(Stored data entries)
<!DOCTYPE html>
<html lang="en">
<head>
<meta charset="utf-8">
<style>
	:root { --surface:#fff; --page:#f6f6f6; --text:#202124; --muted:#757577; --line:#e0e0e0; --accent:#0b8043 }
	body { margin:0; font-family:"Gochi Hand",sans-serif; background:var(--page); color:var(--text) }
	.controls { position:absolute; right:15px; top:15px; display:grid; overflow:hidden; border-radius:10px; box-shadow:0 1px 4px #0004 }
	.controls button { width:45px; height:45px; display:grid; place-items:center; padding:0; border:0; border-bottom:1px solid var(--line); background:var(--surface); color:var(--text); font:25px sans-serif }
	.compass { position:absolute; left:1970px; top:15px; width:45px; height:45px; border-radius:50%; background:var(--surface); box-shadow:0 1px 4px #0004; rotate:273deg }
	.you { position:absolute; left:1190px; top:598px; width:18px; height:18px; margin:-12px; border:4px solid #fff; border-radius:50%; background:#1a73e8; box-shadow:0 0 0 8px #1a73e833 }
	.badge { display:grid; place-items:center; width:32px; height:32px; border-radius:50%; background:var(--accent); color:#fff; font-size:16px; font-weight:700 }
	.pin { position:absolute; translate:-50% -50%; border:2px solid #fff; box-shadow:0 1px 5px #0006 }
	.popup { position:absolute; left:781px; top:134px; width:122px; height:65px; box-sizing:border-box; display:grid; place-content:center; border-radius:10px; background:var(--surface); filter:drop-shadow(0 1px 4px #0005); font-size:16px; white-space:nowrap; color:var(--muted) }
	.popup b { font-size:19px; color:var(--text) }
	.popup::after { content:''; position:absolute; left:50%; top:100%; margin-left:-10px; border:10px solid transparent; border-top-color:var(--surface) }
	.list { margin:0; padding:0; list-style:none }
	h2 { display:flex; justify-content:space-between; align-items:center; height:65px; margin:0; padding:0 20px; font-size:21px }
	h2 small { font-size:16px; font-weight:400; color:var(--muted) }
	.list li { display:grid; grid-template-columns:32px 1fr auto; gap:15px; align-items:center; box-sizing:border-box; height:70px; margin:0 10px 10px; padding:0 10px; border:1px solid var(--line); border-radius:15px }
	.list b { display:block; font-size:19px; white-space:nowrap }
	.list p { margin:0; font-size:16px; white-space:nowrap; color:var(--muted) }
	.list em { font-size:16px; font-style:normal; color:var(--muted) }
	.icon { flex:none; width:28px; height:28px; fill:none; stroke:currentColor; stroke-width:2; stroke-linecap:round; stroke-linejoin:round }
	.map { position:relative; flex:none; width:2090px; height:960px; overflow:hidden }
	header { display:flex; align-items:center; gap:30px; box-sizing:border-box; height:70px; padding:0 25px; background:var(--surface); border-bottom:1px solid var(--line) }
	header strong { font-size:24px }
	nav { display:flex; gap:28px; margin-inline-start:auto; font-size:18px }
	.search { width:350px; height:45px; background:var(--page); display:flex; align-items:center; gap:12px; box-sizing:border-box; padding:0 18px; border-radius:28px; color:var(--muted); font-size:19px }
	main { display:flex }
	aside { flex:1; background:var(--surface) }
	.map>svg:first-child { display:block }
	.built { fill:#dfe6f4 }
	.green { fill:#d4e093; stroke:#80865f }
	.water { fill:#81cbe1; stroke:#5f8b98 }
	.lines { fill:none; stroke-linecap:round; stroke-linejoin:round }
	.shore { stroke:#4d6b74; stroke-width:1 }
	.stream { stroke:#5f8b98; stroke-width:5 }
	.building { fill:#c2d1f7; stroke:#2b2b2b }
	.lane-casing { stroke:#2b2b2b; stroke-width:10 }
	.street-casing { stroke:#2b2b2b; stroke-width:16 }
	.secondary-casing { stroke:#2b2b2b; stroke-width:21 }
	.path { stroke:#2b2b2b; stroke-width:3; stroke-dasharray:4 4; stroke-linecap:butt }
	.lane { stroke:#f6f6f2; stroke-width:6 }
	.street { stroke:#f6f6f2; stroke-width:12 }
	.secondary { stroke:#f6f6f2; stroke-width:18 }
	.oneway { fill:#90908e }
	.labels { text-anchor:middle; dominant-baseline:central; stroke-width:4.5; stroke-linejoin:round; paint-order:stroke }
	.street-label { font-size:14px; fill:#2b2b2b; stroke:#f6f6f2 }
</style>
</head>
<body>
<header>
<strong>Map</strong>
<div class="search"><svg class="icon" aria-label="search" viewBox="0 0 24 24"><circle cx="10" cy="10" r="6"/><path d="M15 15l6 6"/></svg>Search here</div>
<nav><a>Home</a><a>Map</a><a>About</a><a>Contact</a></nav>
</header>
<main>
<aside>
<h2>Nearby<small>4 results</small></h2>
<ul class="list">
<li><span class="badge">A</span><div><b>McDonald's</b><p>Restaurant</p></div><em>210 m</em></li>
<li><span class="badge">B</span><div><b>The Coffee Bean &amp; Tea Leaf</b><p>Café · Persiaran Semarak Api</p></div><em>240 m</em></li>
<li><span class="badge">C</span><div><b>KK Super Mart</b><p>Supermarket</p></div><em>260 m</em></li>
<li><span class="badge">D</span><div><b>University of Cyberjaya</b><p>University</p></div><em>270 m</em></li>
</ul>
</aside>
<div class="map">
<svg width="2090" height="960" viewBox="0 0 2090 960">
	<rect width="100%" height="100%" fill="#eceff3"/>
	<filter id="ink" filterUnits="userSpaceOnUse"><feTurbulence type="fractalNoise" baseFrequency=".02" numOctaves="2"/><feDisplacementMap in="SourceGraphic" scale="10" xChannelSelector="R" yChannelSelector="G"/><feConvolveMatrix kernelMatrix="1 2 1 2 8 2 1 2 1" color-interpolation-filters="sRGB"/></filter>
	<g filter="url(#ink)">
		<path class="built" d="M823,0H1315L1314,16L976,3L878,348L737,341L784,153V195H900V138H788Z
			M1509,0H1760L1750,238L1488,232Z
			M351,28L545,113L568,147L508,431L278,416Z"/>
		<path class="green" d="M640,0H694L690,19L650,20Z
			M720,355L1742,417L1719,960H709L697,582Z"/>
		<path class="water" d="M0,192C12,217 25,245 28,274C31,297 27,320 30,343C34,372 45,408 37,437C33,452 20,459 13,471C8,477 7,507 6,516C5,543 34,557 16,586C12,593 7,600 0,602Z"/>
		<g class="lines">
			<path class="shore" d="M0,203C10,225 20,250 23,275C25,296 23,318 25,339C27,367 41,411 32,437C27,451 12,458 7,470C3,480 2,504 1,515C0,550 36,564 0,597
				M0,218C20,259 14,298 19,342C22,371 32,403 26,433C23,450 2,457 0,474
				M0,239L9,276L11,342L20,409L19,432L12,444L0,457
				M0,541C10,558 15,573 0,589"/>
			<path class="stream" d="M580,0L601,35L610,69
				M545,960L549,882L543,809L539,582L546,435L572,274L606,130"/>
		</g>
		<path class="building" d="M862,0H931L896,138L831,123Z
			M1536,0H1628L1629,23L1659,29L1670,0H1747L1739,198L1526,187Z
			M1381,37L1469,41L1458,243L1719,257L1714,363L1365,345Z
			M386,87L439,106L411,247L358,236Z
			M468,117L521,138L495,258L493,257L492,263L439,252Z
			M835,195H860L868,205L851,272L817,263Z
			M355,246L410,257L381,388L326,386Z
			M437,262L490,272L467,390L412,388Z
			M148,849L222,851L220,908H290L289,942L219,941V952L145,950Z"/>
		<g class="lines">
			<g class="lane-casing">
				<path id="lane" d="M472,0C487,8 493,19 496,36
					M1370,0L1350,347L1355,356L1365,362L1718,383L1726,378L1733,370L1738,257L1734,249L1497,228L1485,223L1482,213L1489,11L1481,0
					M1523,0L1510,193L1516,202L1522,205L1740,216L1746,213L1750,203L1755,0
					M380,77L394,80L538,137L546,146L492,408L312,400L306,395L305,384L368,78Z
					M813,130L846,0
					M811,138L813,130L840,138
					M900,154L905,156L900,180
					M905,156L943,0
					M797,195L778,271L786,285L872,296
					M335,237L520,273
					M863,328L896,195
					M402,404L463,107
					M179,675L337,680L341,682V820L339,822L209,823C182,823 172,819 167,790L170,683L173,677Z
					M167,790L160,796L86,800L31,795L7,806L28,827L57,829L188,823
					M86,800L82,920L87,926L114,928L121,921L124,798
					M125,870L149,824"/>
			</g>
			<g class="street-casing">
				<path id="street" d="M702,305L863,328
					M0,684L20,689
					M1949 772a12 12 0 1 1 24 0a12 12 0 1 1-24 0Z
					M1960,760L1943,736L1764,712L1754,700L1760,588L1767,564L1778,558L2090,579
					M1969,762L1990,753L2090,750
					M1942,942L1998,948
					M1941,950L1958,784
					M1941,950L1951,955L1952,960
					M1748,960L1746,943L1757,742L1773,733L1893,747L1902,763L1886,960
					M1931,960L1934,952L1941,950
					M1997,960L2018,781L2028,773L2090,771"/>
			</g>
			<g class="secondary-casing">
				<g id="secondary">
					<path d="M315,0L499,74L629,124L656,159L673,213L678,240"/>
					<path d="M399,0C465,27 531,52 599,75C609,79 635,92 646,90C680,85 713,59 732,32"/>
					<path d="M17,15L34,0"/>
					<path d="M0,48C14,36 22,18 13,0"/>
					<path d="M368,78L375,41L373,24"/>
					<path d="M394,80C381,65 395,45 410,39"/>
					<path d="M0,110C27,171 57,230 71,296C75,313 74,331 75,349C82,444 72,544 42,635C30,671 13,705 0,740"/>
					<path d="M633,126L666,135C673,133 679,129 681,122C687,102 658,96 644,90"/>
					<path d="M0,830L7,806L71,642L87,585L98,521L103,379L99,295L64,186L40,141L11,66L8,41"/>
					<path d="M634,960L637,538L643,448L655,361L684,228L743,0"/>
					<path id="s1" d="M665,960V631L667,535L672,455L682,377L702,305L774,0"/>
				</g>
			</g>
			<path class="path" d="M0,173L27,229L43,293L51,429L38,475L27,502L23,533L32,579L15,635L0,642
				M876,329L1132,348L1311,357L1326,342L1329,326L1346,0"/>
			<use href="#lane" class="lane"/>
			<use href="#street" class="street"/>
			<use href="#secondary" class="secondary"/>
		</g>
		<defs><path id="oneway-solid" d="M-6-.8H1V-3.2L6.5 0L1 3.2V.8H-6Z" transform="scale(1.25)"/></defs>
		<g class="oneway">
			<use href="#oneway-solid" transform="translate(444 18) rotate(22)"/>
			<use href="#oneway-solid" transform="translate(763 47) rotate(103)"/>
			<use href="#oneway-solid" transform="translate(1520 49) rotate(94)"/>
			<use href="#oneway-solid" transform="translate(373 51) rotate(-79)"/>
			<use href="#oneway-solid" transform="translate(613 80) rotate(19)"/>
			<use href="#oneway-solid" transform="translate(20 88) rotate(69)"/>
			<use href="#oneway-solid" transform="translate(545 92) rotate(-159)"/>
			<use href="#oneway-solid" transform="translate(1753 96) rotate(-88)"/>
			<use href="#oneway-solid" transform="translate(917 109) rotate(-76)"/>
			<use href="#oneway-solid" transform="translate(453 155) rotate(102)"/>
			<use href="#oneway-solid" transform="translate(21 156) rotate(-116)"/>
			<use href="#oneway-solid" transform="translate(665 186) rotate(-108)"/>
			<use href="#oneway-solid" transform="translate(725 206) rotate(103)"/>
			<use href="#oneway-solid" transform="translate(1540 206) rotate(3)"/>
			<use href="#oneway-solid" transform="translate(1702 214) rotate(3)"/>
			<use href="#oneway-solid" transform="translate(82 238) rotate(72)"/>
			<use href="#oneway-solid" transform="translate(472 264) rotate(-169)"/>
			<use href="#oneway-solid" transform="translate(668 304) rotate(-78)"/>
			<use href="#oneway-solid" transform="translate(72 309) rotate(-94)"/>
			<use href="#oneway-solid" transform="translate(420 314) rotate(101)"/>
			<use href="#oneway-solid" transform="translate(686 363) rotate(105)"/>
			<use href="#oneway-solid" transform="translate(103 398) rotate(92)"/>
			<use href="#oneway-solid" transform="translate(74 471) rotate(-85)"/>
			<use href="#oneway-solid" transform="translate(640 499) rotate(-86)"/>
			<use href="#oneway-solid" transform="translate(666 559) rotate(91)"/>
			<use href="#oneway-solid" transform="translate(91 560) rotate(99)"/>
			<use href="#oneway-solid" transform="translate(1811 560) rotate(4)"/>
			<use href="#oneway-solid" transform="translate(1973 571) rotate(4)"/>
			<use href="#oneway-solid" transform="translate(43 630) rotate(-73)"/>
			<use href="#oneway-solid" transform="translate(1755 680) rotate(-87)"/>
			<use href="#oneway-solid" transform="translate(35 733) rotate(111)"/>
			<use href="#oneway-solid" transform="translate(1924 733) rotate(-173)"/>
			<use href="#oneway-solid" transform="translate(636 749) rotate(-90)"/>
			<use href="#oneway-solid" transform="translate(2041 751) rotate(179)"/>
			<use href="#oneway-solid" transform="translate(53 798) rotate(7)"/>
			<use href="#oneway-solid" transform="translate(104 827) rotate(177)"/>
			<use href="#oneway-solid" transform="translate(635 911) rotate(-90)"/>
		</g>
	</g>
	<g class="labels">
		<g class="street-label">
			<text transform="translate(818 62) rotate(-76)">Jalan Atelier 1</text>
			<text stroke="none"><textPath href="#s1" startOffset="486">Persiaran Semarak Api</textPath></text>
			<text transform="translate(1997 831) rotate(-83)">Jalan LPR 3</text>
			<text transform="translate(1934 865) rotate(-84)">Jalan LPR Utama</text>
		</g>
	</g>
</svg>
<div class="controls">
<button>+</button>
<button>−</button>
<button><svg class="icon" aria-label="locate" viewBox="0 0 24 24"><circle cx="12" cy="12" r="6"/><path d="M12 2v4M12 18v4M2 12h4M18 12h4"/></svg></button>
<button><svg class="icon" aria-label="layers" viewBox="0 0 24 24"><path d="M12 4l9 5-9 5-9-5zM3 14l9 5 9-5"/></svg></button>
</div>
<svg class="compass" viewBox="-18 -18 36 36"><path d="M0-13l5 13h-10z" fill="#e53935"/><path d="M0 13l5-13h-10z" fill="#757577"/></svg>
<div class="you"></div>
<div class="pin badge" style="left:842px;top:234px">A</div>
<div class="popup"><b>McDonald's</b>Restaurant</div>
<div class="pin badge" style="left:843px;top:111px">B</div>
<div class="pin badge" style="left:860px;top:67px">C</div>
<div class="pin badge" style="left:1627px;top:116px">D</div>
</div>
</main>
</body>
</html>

* AIM OF THE TASK
Working through the records above, copy each line in which "list" is found.

* TASK SOLUTION
	.list { margin:0; padding:0; list-style:none }
	.list li { display:grid; grid-template-columns:32px 1fr auto; gap:15px; align-items:center; box-sizing:border-box; height:70px; margin:0 10px 10px; padding:0 10px; border:1px solid var(--line); border-radius:15px }
	.list b { display:block; font-size:19px; white-space:nowrap }
	.list p { margin:0; font-size:16px; white-space:nowrap; color:var(--muted) }
	.list em { font-size:16px; font-style:normal; color:var(--muted) }
<ul class="list">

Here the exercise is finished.